=== Section Start ===

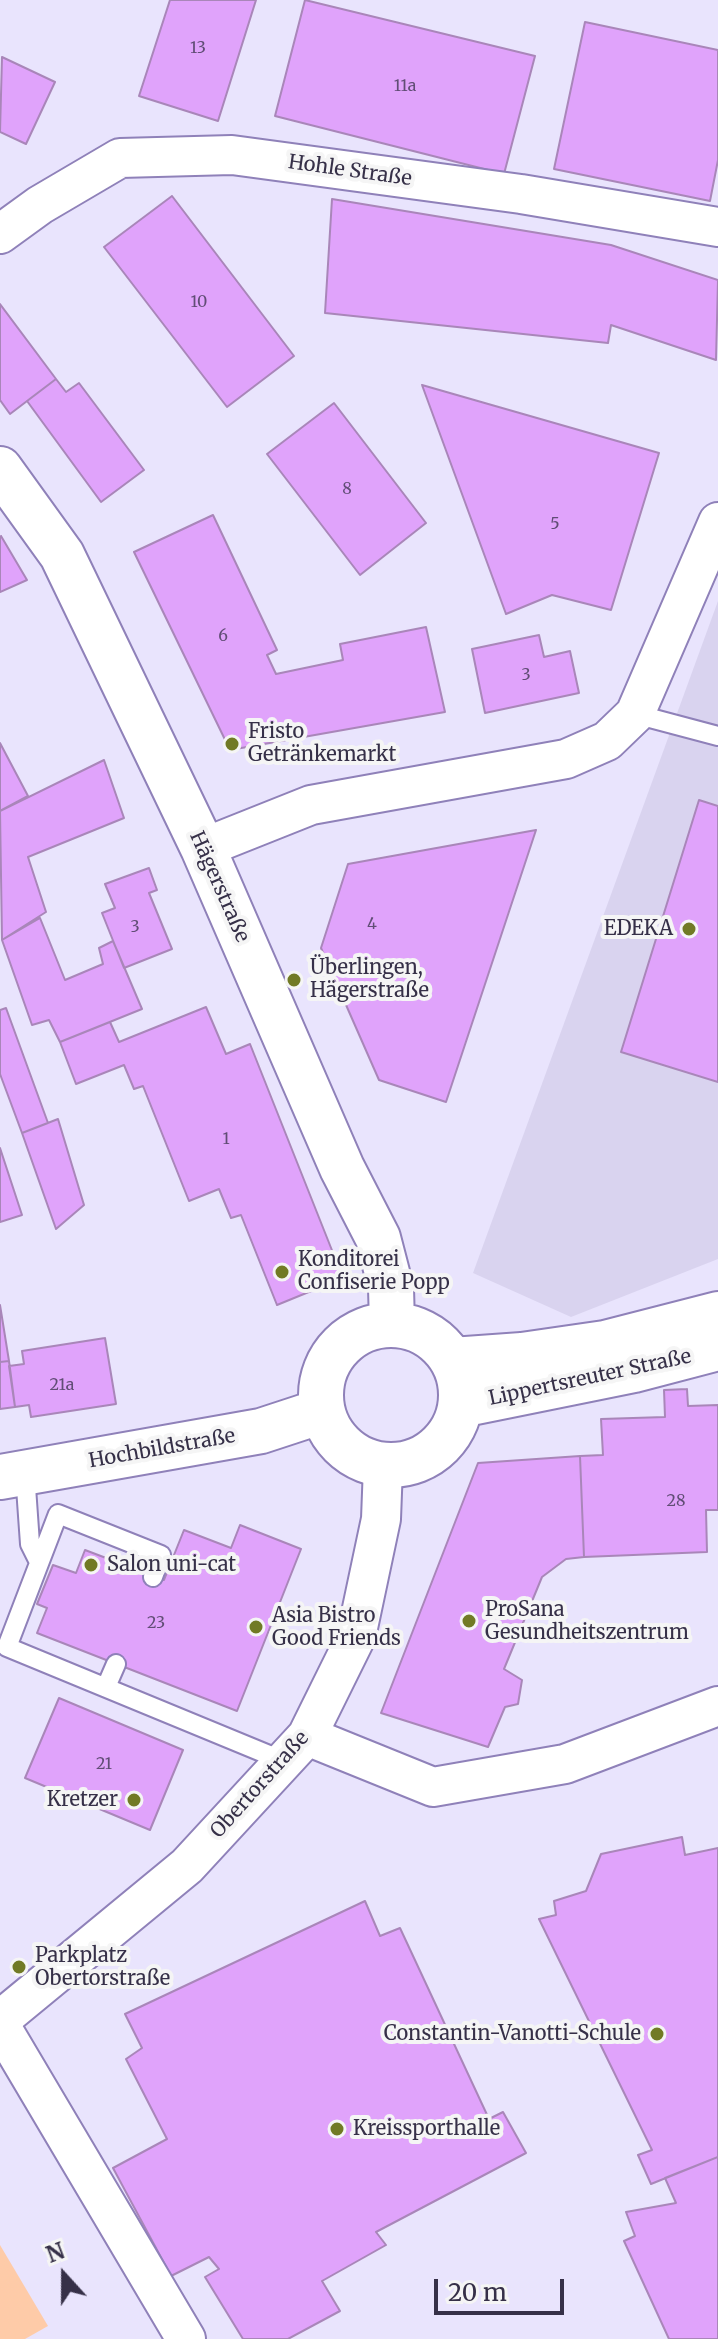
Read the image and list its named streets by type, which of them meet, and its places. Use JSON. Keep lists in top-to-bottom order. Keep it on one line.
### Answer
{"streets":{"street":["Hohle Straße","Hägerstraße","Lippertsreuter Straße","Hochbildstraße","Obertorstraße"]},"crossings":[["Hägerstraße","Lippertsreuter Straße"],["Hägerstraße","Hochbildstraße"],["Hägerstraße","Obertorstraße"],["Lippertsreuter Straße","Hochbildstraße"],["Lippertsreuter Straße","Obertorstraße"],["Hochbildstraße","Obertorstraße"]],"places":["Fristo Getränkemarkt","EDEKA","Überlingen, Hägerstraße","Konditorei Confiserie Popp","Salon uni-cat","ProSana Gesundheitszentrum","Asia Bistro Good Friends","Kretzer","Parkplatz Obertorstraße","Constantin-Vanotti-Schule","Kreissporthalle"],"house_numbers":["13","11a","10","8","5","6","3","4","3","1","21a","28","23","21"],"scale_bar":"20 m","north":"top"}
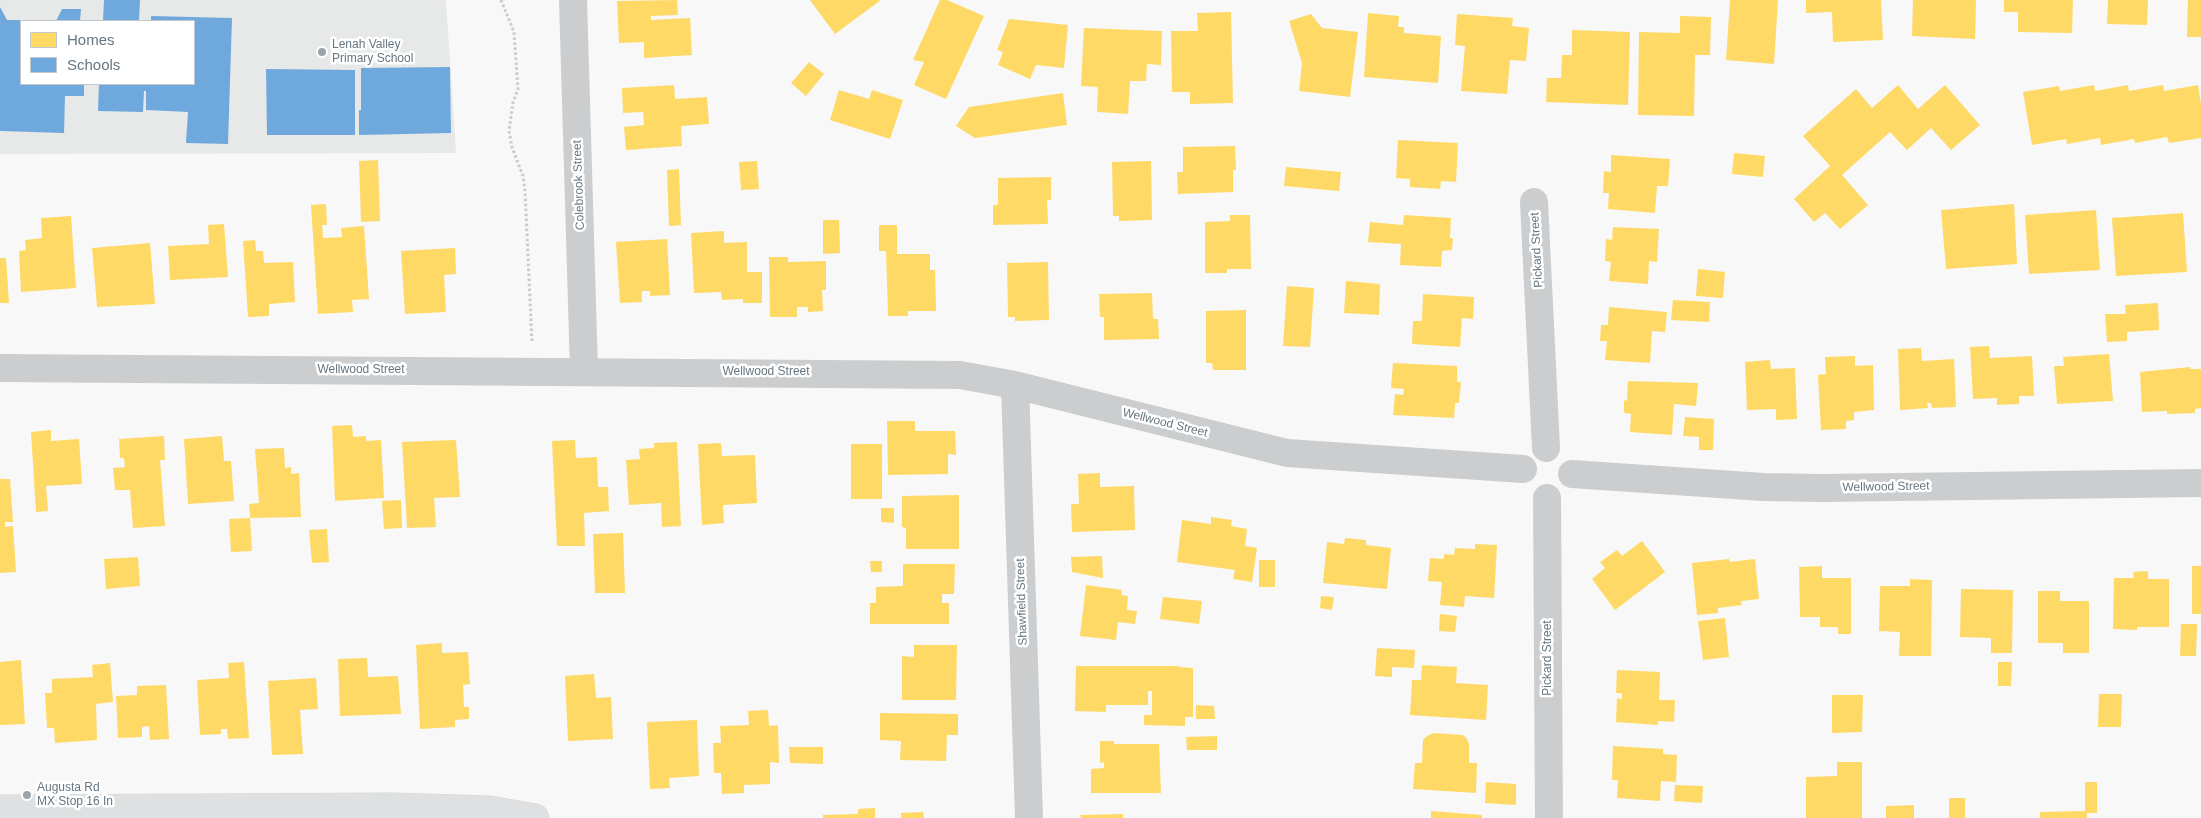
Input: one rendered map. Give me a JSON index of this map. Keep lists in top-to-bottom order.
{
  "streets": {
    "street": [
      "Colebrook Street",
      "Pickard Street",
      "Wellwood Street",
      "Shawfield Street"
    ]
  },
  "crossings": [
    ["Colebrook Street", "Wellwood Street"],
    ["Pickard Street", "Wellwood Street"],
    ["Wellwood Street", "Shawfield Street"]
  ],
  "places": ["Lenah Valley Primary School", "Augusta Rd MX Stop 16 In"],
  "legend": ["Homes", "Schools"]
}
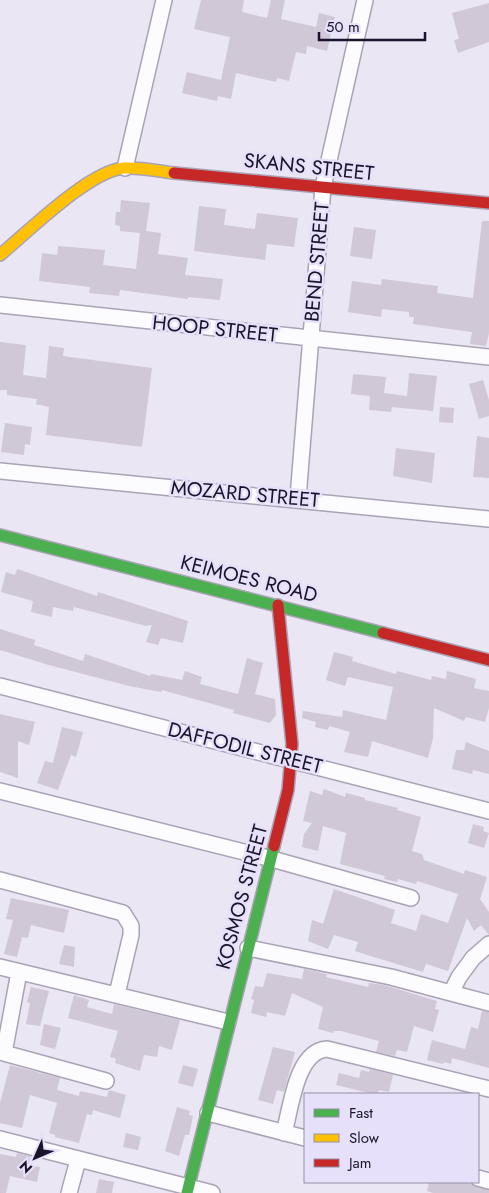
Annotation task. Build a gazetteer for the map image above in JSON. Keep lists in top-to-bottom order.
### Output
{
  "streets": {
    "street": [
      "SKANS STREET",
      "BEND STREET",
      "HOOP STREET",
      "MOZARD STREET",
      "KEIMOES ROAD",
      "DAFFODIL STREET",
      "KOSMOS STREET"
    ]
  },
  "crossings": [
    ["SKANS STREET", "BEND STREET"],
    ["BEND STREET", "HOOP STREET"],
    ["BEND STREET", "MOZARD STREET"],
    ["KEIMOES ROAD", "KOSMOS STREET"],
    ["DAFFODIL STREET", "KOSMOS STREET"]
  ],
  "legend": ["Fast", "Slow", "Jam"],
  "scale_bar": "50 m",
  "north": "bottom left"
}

=== Section End ===

* WORK REQUEST: Repeat the entries above exactly and skip the images.

* WRITTEN ANSWER:
Read the image and list its named streets by type, which of them meet, and its places. Use JSON. Keep lists in top-to-bottom order. Keep it on one line.
### Answer
{"streets":{"street":["Hohle Straße","Hägerstraße","Lippertsreuter Straße","Hochbildstraße","Obertorstraße"]},"crossings":[["Hägerstraße","Lippertsreuter Straße"],["Hägerstraße","Hochbildstraße"],["Hägerstraße","Obertorstraße"],["Lippertsreuter Straße","Hochbildstraße"],["Lippertsreuter Straße","Obertorstraße"],["Hochbildstraße","Obertorstraße"]],"places":["Fristo Getränkemarkt","EDEKA","Überlingen, Hägerstraße","Konditorei Confiserie Popp","Salon uni-cat","ProSana Gesundheitszentrum","Asia Bistro Good Friends","Kretzer","Parkplatz Obertorstraße","Constantin-Vanotti-Schule","Kreissporthalle"],"house_numbers":["13","11a","10","8","5","6","3","4","3","1","21a","28","23","21"],"scale_bar":"20 m","north":"top"}
Input: one rendered map. Give me a JSON index of this map. Keep lists in top-to-bottom order.
{
  "streets": {
    "street": [
      "Colebrook Street",
      "Pickard Street",
      "Wellwood Street",
      "Shawfield Street"
    ]
  },
  "crossings": [
    ["Colebrook Street", "Wellwood Street"],
    ["Pickard Street", "Wellwood Street"],
    ["Wellwood Street", "Shawfield Street"]
  ],
  "places": ["Lenah Valley Primary School", "Augusta Rd MX Stop 16 In"],
  "legend": ["Homes", "Schools"]
}
Annotation task. Build a gazetteer for the map image above in JSON. Keep lists in top-to-bottom order.
### Output
{
  "streets": {
    "street": [
      "SKANS STREET",
      "BEND STREET",
      "HOOP STREET",
      "MOZARD STREET",
      "KEIMOES ROAD",
      "DAFFODIL STREET",
      "KOSMOS STREET"
    ]
  },
  "crossings": [
    ["SKANS STREET", "BEND STREET"],
    ["BEND STREET", "HOOP STREET"],
    ["BEND STREET", "MOZARD STREET"],
    ["KEIMOES ROAD", "KOSMOS STREET"],
    ["DAFFODIL STREET", "KOSMOS STREET"]
  ],
  "legend": ["Fast", "Slow", "Jam"],
  "scale_bar": "50 m",
  "north": "bottom left"
}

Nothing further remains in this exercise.